'''

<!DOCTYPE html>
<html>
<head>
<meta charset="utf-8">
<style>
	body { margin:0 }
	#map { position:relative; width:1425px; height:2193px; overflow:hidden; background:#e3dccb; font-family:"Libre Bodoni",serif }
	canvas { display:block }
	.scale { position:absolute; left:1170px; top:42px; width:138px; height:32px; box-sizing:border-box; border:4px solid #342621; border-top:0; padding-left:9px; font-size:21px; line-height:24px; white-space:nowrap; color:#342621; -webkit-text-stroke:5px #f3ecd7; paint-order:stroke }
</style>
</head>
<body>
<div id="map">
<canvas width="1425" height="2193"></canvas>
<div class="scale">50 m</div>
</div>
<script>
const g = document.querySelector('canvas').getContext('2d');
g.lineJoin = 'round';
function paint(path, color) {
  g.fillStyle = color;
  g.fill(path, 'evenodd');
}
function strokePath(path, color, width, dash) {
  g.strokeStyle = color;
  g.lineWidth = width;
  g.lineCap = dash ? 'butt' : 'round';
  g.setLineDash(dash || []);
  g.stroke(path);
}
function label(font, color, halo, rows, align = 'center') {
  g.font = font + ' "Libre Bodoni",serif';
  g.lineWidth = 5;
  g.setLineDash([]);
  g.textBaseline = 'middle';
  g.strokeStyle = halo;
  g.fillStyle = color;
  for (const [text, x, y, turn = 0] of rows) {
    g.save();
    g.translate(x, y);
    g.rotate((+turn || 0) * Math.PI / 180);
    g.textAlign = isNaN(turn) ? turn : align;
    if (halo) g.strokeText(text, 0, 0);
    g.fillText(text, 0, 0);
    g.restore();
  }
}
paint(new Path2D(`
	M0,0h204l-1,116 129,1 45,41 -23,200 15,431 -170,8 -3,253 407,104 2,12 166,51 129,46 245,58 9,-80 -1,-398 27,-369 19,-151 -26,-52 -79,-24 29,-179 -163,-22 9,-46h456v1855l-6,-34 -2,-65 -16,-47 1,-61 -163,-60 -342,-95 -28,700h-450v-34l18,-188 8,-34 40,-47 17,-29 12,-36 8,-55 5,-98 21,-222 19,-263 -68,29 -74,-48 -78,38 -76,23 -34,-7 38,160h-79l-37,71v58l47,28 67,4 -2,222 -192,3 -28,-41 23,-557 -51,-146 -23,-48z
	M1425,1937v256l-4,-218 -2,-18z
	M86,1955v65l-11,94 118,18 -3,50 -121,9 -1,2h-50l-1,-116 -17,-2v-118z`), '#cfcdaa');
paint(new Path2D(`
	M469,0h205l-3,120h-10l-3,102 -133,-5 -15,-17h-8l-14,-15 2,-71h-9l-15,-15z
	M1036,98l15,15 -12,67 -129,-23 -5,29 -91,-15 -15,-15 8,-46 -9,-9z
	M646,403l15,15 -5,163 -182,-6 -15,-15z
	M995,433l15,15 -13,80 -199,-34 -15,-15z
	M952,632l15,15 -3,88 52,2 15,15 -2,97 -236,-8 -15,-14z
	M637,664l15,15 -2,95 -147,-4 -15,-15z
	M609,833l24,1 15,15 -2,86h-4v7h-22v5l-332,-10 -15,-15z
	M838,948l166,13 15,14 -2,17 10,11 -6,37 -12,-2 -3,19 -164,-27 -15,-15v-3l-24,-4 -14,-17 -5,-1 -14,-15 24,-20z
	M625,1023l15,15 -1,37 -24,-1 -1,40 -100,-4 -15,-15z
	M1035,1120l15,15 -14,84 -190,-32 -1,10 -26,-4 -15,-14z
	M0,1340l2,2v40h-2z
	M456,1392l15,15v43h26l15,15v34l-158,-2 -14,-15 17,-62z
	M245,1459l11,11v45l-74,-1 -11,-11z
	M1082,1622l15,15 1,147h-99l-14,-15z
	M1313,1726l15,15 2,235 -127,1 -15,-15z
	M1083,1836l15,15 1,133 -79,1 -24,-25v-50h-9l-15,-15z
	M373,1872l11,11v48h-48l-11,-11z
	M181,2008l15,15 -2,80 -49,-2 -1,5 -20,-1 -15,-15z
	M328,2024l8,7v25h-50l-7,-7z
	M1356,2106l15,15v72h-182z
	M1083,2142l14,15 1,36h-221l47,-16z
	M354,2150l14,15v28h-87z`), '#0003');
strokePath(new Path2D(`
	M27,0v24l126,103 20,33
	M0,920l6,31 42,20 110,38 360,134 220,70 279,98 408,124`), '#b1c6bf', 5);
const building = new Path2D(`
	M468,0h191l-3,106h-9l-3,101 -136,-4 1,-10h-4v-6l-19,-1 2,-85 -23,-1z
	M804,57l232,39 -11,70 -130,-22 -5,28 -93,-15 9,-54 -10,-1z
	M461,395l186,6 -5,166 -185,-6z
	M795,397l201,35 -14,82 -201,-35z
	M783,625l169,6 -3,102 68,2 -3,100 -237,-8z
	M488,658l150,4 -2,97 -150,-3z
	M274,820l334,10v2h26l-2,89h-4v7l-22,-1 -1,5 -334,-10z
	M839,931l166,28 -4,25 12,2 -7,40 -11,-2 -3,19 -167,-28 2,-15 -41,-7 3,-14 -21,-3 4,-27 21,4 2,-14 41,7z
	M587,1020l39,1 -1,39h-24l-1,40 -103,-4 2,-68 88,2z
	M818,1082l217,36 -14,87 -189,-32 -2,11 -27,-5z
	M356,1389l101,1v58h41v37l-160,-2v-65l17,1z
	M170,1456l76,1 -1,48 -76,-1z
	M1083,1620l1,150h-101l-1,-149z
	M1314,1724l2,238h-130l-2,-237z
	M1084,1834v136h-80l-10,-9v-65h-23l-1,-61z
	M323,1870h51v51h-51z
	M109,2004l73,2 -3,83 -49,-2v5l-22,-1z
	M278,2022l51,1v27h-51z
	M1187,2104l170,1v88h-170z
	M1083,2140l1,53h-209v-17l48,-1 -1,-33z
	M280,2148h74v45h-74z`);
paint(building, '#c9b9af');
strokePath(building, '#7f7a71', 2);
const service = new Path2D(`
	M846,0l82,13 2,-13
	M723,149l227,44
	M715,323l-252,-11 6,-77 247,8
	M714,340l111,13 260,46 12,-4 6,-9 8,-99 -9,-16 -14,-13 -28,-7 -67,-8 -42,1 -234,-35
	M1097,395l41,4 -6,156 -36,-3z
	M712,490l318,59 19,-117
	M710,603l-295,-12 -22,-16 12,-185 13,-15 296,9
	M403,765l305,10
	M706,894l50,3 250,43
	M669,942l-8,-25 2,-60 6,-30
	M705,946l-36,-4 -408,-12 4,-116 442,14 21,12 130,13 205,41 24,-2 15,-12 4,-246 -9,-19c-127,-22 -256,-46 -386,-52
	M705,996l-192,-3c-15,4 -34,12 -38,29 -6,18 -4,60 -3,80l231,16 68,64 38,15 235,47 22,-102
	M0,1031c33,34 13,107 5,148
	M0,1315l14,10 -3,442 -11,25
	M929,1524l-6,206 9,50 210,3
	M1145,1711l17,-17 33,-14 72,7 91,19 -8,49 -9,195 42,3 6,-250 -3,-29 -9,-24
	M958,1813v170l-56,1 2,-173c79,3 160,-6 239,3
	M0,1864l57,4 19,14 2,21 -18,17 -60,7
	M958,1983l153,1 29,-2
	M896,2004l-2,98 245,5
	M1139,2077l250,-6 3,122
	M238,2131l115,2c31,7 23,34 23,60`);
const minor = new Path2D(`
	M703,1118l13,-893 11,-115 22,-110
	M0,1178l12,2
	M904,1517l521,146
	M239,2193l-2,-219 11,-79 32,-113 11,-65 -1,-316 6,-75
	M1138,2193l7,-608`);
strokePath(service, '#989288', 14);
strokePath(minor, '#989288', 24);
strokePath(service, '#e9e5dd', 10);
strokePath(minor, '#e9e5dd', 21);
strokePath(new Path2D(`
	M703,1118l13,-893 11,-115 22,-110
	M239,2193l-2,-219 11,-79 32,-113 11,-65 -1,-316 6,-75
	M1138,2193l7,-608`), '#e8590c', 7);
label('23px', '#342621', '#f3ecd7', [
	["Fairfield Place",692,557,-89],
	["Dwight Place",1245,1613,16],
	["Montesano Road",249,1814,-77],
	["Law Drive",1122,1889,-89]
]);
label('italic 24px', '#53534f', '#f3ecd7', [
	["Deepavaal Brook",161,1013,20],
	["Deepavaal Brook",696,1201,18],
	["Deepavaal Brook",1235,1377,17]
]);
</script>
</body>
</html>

'''

Report every line from the material above that mentions the word "const".

Solution for this problem —
const g = document.querySelector('canvas').getContext('2d');
  for (const [text, x, y, turn = 0] of rows) {
const building = new Path2D(`
const service = new Path2D(`
const minor = new Path2D(`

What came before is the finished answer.